Studio album by Messy Marv
- Released: March 10, 2009
- Genre: Rap
- Length: 1:18:01
- Label: Siccness.net
- Producer: Messy Marv

Messy Marv chronology
| Cake & Ice Cream (2008) | Cake & Ice Cream 2 (2009) | Blow (2009) |

= Cake & Ice Cream 2 =

Cake & Ice Cream 2 is the 15th studio album by American rapper Messy Marv. The 2nd album of his Cake & Ice Cream trilogy, it peaked at #39 on the R&B/Hip-Hop Albums chart, #25 on the Heatseekers Albums chart, and at #12 on the Rap Albums chart. It is one of the most successful albums of his career.
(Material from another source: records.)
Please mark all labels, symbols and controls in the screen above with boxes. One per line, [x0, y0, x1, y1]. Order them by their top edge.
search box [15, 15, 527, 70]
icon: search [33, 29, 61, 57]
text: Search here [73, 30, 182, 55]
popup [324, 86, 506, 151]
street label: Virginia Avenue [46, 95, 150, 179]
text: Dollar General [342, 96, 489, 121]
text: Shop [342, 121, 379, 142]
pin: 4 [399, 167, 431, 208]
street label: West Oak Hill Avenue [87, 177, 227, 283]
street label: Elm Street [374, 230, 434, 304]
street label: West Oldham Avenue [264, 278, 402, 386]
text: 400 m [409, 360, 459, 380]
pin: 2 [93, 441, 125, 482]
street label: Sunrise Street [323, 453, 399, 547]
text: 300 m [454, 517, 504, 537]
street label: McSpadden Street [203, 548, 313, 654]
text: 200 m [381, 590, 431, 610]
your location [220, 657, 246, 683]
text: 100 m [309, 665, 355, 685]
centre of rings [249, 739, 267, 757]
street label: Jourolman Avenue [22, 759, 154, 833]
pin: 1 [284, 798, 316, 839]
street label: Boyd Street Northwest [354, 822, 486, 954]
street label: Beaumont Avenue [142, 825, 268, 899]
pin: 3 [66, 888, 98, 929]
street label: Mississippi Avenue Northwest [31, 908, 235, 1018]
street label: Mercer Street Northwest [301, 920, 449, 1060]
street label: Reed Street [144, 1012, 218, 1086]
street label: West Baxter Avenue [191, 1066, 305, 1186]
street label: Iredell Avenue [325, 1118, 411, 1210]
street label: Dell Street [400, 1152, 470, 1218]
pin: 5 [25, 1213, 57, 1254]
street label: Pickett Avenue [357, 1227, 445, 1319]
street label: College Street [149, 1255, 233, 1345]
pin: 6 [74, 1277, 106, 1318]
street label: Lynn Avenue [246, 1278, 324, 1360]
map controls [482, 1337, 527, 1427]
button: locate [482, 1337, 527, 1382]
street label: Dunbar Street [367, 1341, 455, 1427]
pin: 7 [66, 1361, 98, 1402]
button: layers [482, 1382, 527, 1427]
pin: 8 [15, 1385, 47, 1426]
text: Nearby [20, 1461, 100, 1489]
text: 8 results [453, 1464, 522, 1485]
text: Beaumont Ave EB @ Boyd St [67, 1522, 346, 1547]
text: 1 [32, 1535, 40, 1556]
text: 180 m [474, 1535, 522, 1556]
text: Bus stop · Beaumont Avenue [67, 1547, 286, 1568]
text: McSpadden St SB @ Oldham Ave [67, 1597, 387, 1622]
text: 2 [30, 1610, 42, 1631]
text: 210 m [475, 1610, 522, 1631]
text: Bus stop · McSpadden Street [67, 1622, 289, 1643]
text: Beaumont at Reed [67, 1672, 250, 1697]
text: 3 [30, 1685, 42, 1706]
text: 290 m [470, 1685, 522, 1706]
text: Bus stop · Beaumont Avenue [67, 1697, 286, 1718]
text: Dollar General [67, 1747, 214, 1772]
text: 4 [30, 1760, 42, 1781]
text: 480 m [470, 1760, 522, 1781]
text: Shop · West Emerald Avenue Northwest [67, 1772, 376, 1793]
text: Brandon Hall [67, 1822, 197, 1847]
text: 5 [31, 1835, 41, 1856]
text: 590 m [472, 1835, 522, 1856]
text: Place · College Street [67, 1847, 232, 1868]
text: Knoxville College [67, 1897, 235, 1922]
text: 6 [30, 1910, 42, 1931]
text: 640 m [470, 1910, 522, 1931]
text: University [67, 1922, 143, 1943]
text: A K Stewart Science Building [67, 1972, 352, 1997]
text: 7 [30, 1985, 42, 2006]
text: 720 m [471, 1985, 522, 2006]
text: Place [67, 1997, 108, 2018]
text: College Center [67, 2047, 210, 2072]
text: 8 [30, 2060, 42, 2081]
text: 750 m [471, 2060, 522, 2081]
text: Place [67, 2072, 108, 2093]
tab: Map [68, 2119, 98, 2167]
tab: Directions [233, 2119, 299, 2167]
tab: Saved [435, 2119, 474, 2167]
Cake & Ice Cream 2 includes guest appearances from E-40 and The Jacka, among others, and also performances by Gucci Mane, Mistah F.A.B., Yukmouth & Turf Talk. As of April 2009, it had sold 5,222 copies in the U.S.

"Talk Baseball" and "Killa" are both diss tracks at cousin/rapper San Quinn, while Quinn himself appears on Cake & Ice Cream 2 and disses Messy Marv in a song called "Fence Hopper".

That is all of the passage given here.